Answer ... Corporate taxpayers in certain sectors may be subject to additional taxes, such as:
- the contribution for the banking sector, whose tax revenue is intended to benefit a Resolution Fund created in order to address the systemic risks of Portuguese banks;
- the extraordinary contribution for the energy sector, established for the purpose of financing mechanisms to promote the systemic sustainability of the sector, with revenue allocated to a fund which aims to reduce the tariff debt and fund social and environmental energy policies; and
- the extraordinary contribution for the pharmaceutical industry, whose tax revenue is intended to benefit the public health service.
None of these additional taxes can be deducted for CIT purposes.
Answer ... Portuguese law foresees a municipal surcharge of up to 1.5% of taxable income, as well as a state surcharge which varies as follows:
- 3% for taxable profits of €1.5 million to €7.5 million;
- 5% for taxable profits of €7.5 million to €35 million; and
- 9% for taxable profits exceeding €35 million.
Companies that own real estate are also subject to municipal property tax on the tax value of the property. The tax rate varies as follows:
- between 0.3% and 0.45% for urban properties (fixed annually by the municipality and tripled if the property is left vacant for more than one year);
- 0.8% for rural properties; and
- 7.5% for properties owned by entities with their head office in a blacklisted territory.

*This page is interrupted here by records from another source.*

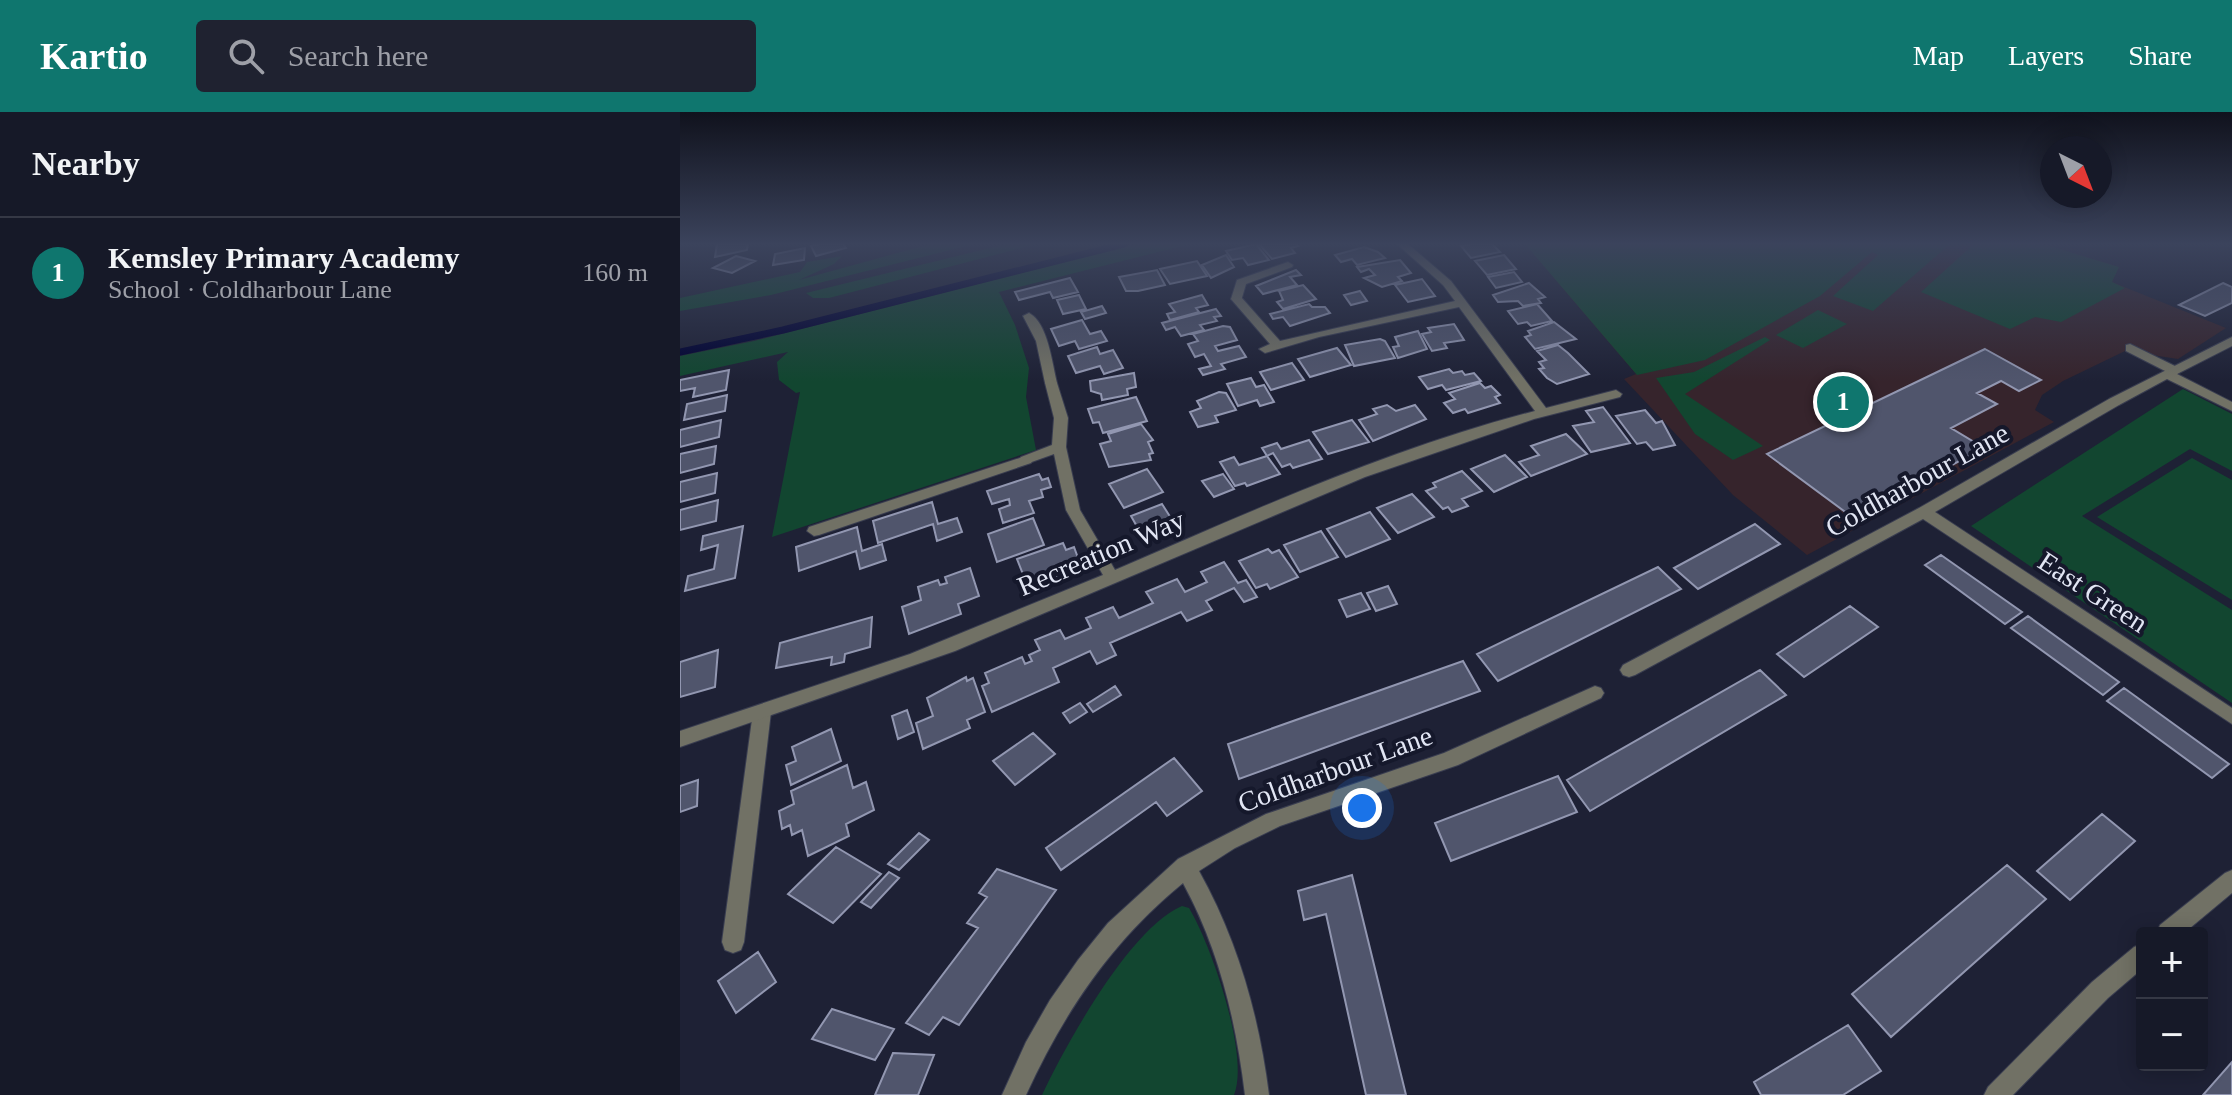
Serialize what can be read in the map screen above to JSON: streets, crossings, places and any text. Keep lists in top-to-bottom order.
{
  "streets": {
    "street": ["Coldharbour Lane", "Recreation Way", "East Green"]
  },
  "crossings": [
    ["Coldharbour Lane", "East Green"]
  ],
  "north": "bottom right",
  "page": {
    "header": "Kartio",
    "search": "Search here",
    "nav": ["Map", "Layers", "Share"],
    "heading": "Nearby",
    "list": [
      {
        "mark": "1",
        "name": "Kemsley Primary Academy",
        "note": "School · Coldharbour Lane",
        "value": "160 m"
      }
    ],
    "pins": "1",
    "map_buttons": ["+", "−"]
  }
}
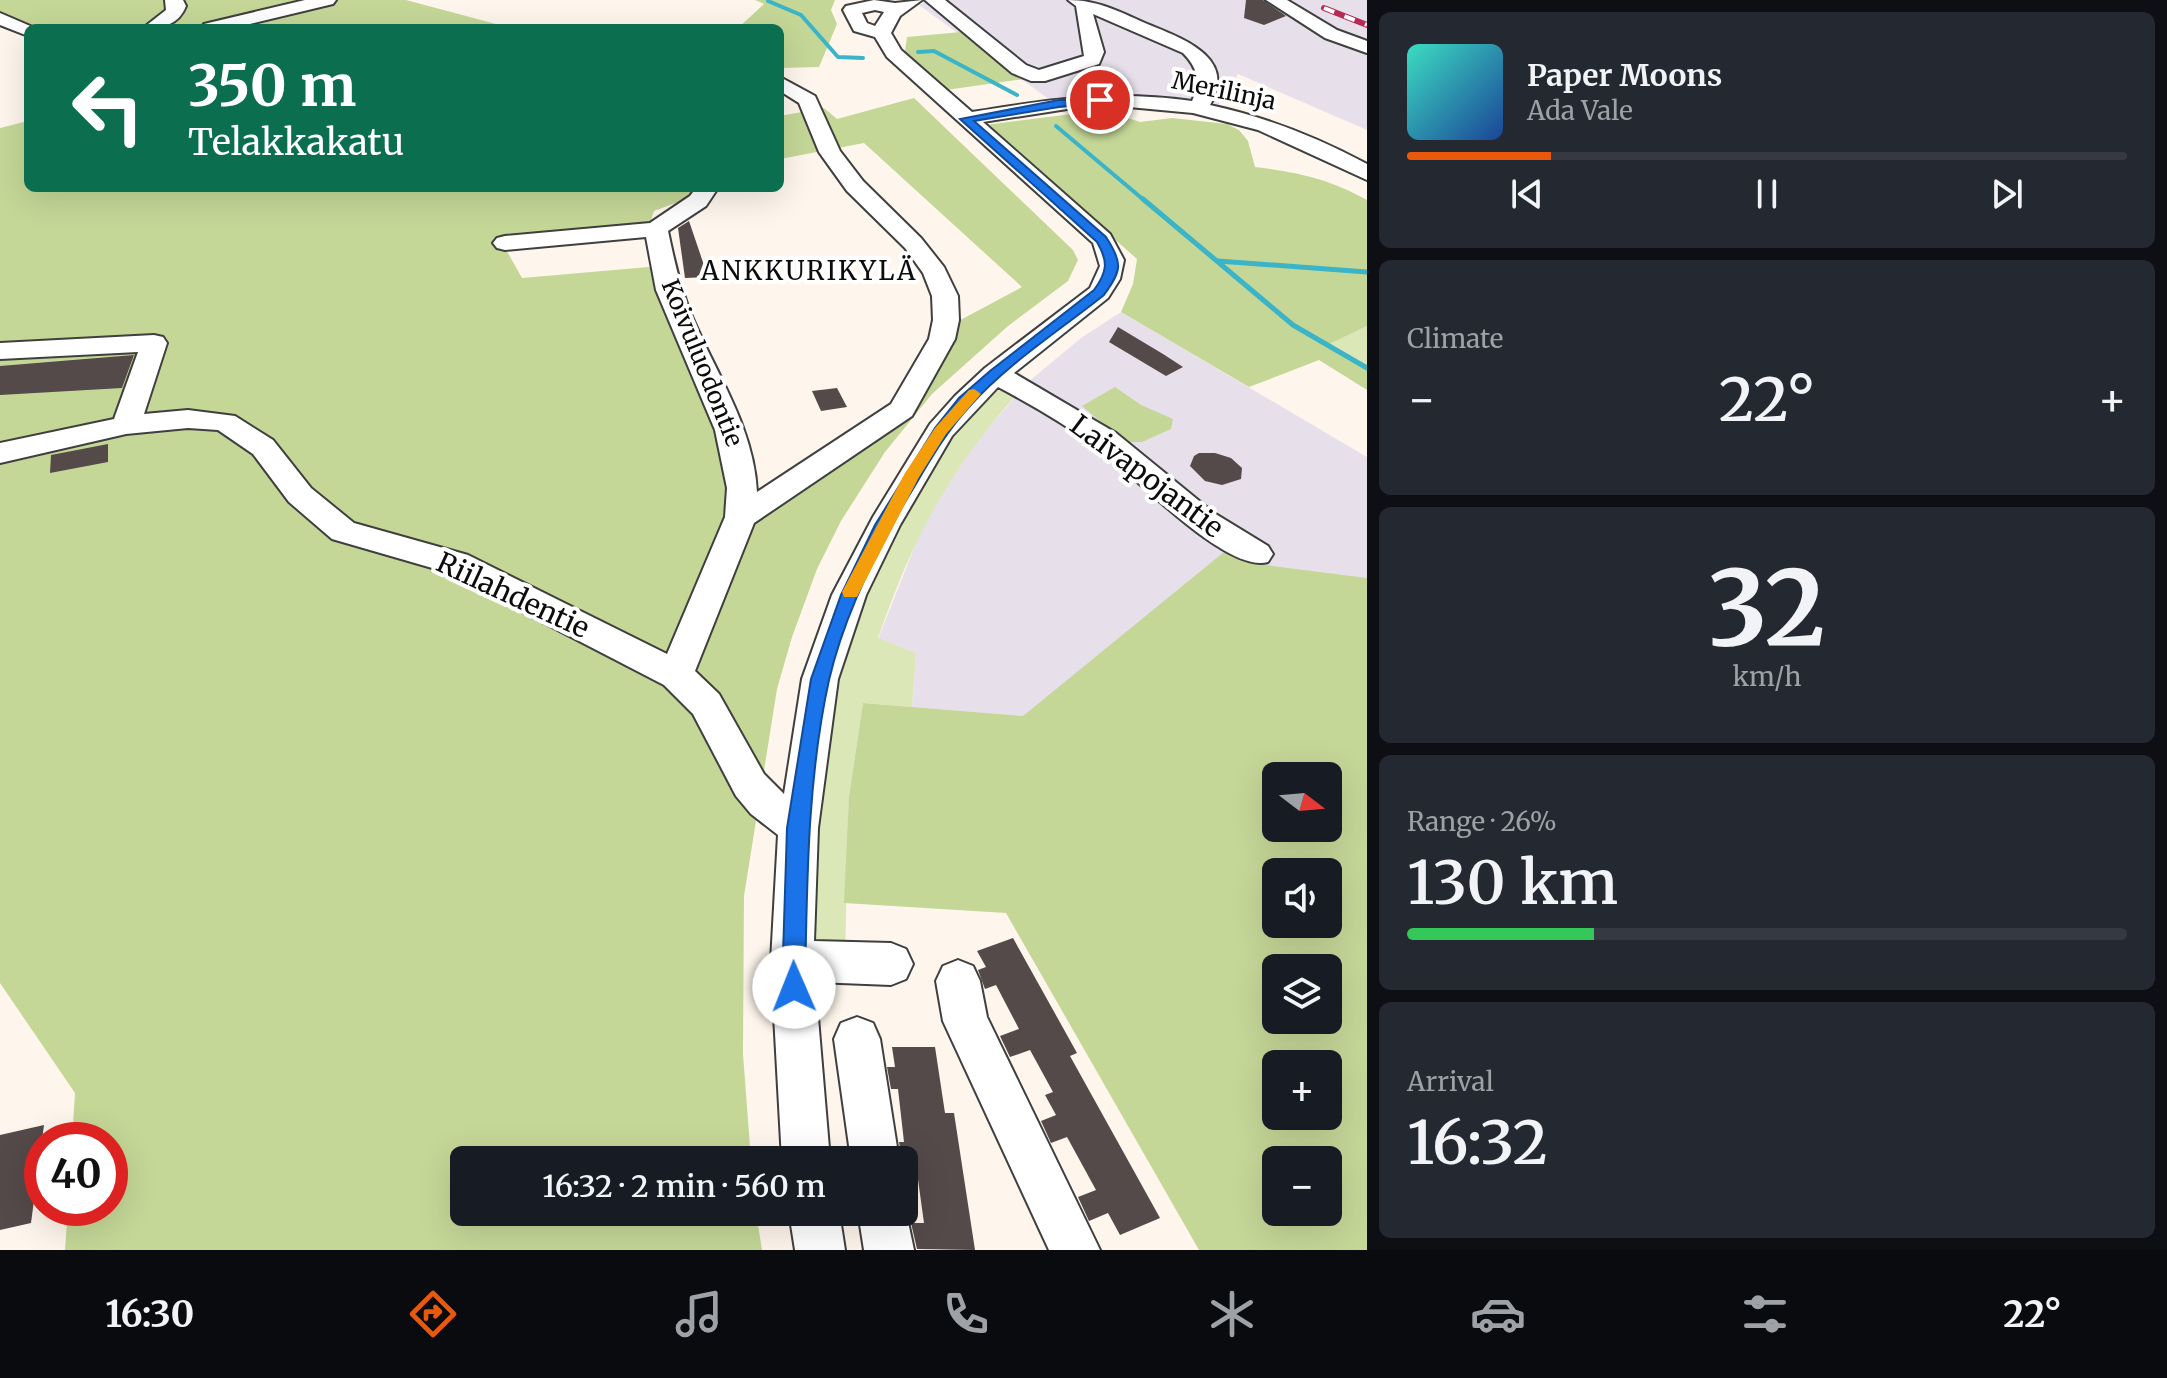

An additional municipal property tax applies to the sum of the tax registered value of all urban properties (excluding those classified as serving “trade, industry, or services” purposes and “others”) held by each corporate (or individual) taxpayer on 1 January each year. Corporate taxpayers are subject to a 0.4% rate, or a 7.5% rate if the corporate taxpayer’s head office or effective management is located in a blacklisted territory. Urban properties owned for the personal use of company shareholders, board members or members of any administrative, supervisory or management bodies are subject to a rate of 0.7% (and 1% for that part of the taxable amount which exceeds €1 million).
Answer ... A notional interest deduction to taxable profits applies upon the incorporation of an entity or a capital increase, either in cash or through the conversion of credits deriving from shareholder loans or third-party loans, or through reinvesting the profits for that same tax period. The deduction corresponds to 7% of the capital contribution, up to a limit of €2 million. Such deduction applies for the tax period in which the capital contribution is made and the following five tax periods, as long as:
- the company’s taxable profits are not determined through indirect methods; and
- the beneficiary company does not reduce its equity by returning it to shareholders in the first relevant tax period and the following five tax periods.
This regime does not apply if it has been applied, for the same tax period or the previous five tax periods, to entities that hold, directly or indirectly, a shareholding in the beneficiary entity, or which are held, directly or indirectly, by the same entity, up to the amount of the capital contributions of the entities that have previously benefited from this regime.